Problem statement -
From the records, return each line that has the word "Output" in it.

>>>

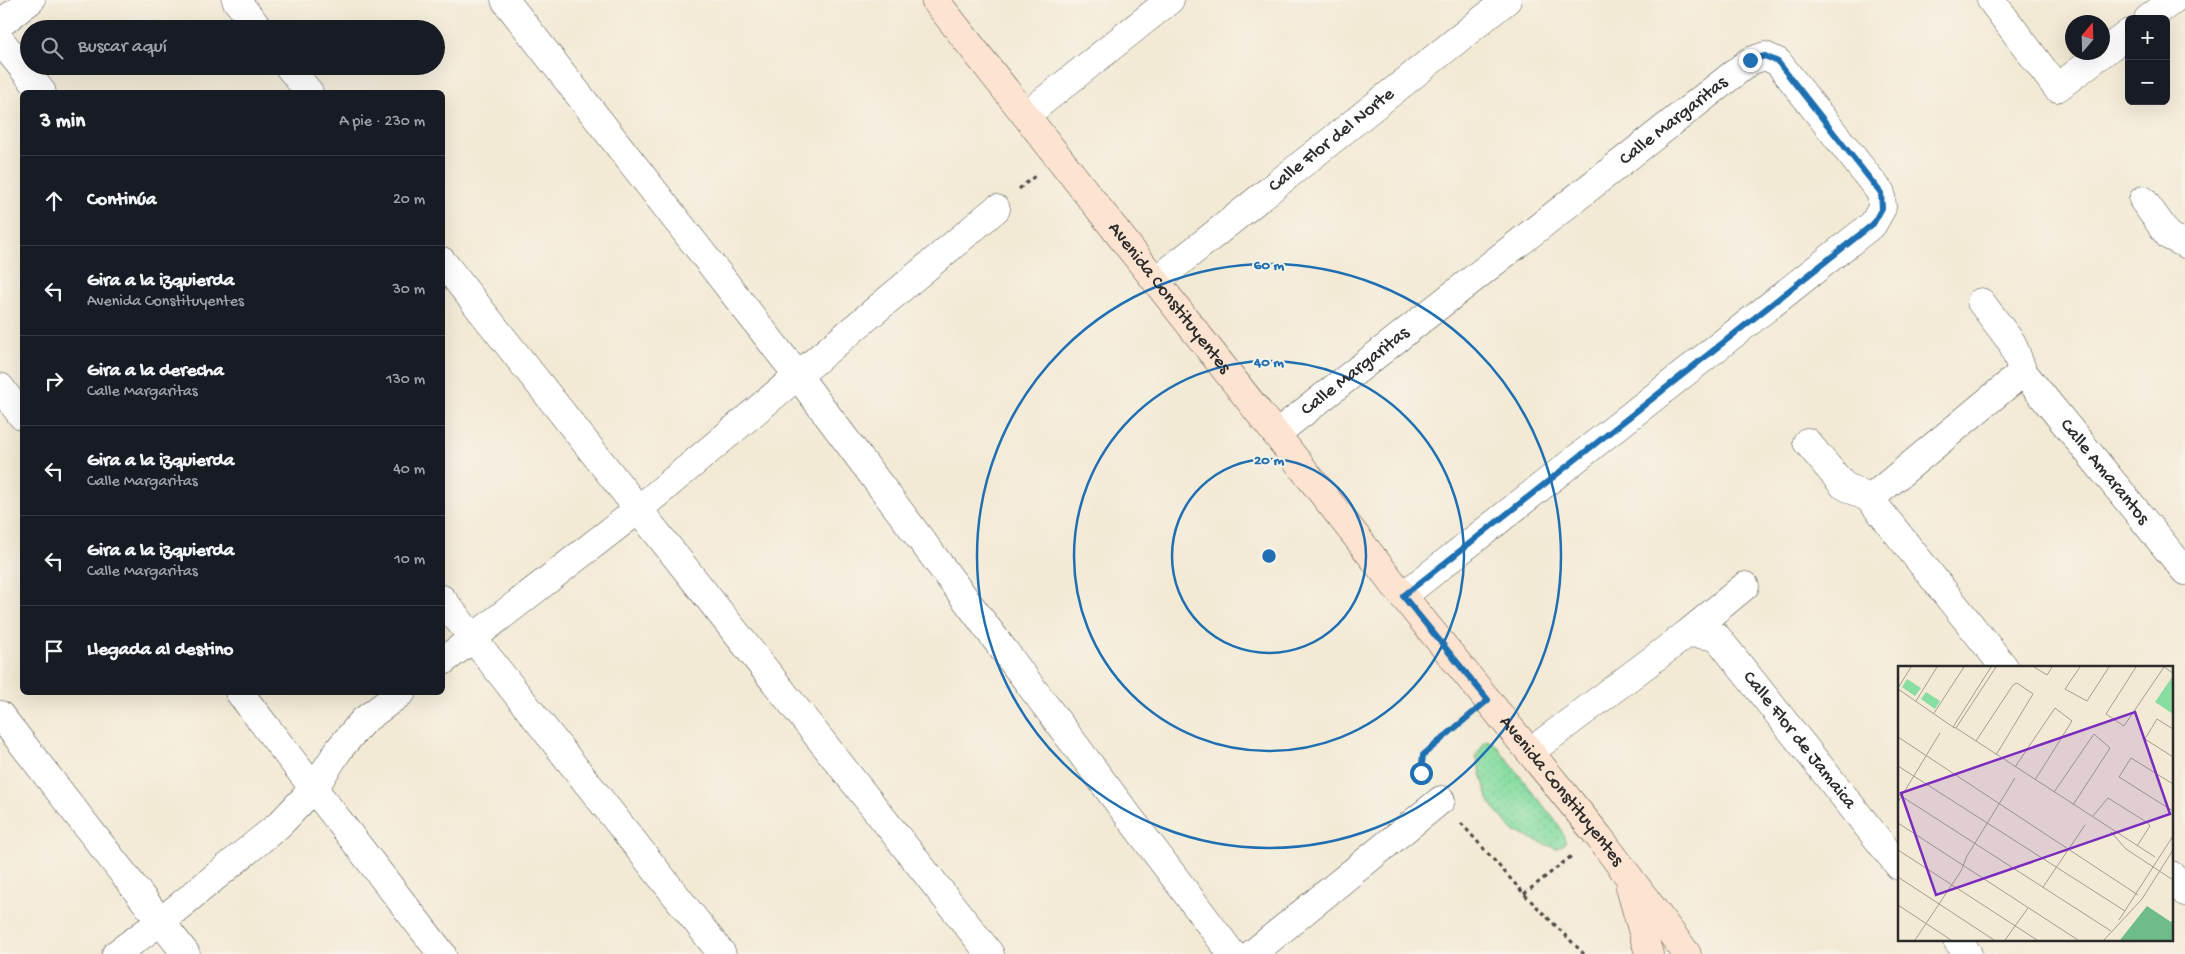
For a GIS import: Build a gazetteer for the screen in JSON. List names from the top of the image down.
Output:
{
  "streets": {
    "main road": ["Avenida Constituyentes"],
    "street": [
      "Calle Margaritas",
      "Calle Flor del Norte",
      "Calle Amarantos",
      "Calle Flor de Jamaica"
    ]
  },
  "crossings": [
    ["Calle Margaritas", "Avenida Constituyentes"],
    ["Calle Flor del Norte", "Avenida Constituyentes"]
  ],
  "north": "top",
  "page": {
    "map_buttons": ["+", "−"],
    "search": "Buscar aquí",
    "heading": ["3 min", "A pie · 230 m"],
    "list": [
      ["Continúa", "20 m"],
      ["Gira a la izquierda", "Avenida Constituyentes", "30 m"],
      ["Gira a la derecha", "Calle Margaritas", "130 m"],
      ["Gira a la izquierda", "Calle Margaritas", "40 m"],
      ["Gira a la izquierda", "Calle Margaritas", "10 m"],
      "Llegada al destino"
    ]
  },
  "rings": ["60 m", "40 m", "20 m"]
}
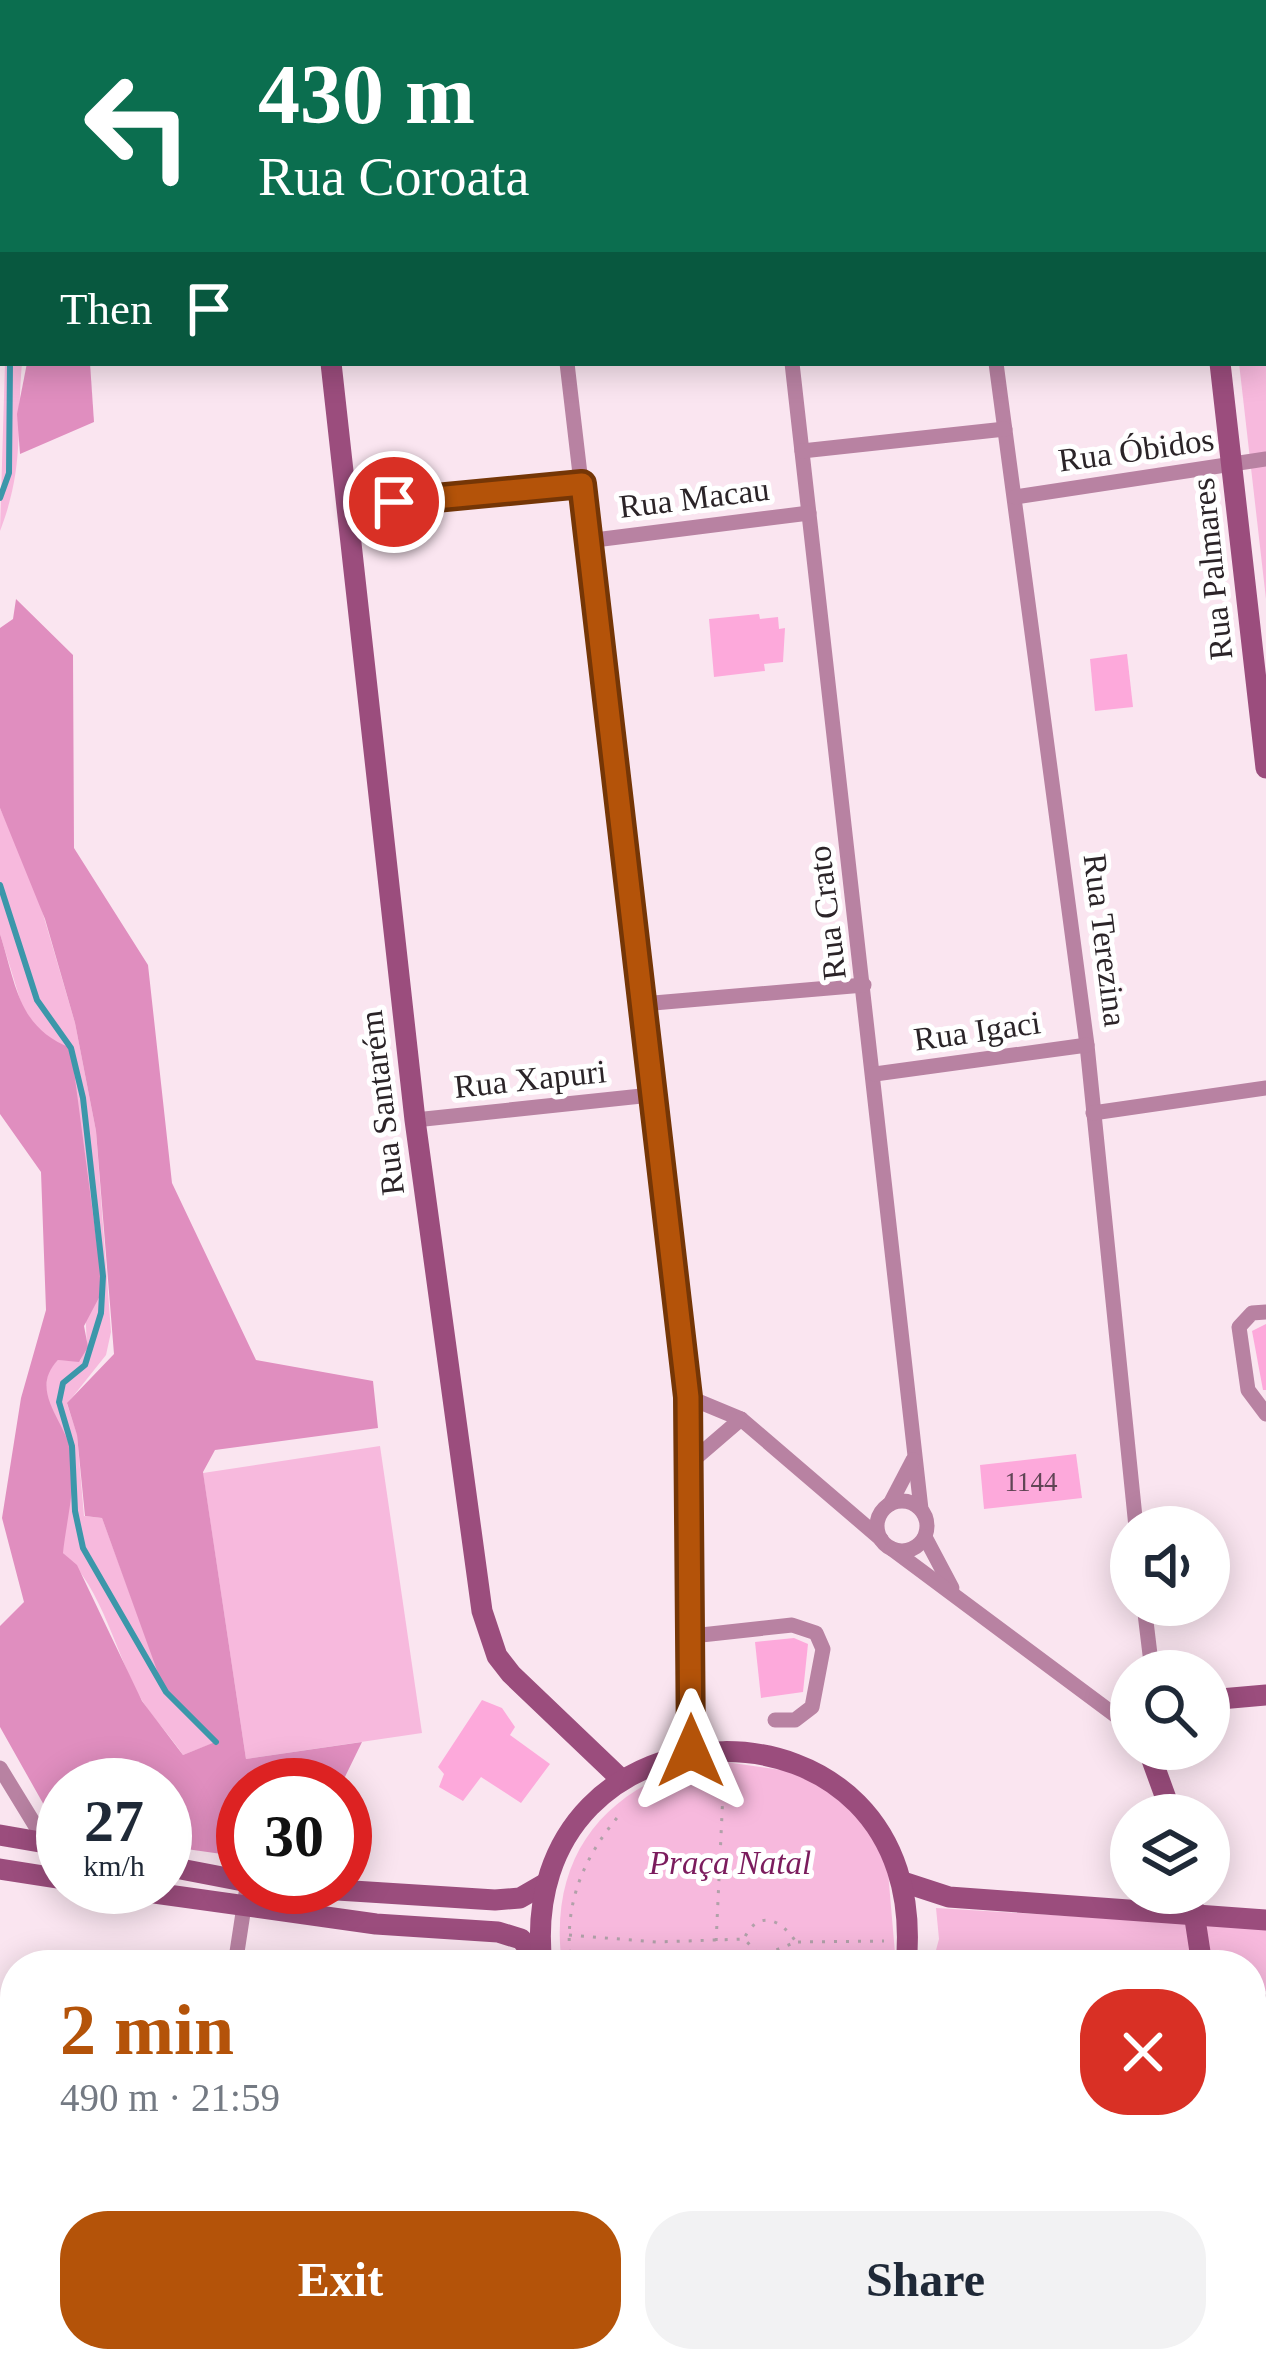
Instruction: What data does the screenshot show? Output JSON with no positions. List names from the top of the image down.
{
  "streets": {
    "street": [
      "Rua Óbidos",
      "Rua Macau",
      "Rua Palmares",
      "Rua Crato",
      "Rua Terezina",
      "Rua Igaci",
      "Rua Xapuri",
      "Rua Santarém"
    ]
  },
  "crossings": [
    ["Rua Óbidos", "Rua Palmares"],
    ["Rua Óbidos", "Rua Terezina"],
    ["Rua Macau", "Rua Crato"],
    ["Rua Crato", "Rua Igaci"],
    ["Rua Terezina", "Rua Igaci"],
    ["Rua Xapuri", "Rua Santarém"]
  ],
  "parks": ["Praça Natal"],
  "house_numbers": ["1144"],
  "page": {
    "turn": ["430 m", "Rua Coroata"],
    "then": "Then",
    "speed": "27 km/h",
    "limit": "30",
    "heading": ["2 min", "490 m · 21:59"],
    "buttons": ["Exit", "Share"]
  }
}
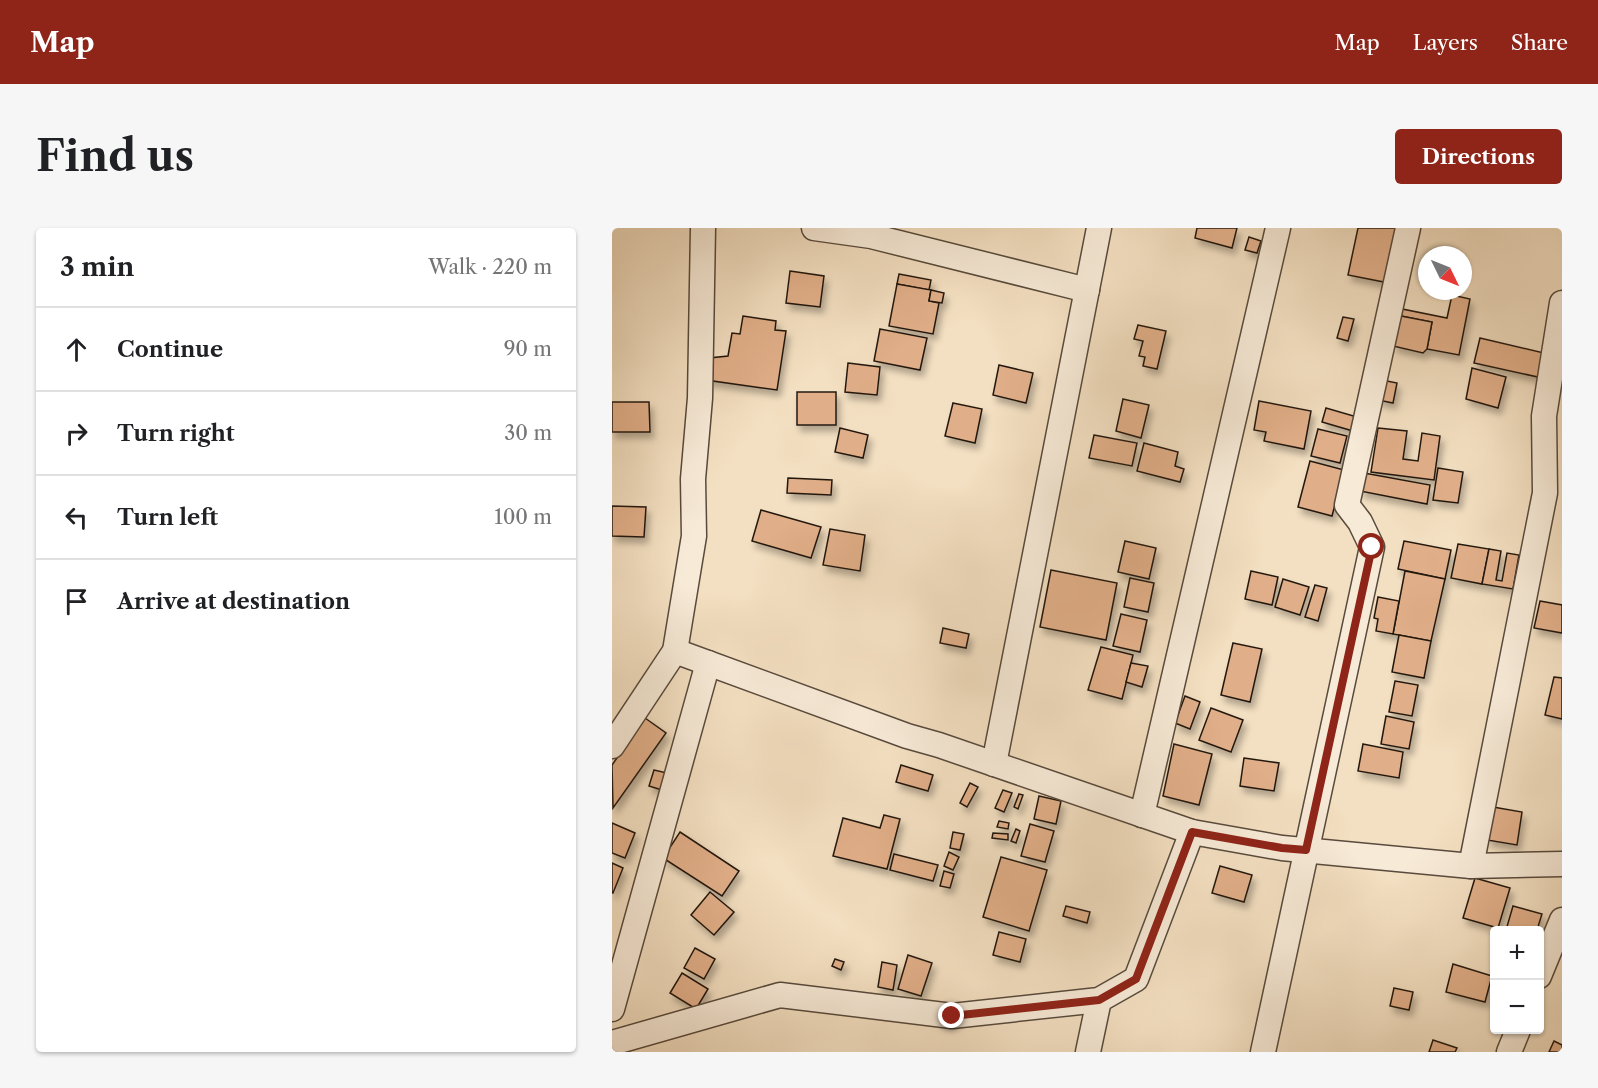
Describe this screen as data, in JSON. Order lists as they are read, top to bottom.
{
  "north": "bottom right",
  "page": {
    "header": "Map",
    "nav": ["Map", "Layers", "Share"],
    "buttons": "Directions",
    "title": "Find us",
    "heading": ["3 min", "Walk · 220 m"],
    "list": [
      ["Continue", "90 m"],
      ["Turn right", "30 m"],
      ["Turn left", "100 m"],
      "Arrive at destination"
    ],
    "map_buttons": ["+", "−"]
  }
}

<<<

Task solution -
Output:
Instruction: What data does the screenshot show? Output JSON with no positions. List names from the top of the image down.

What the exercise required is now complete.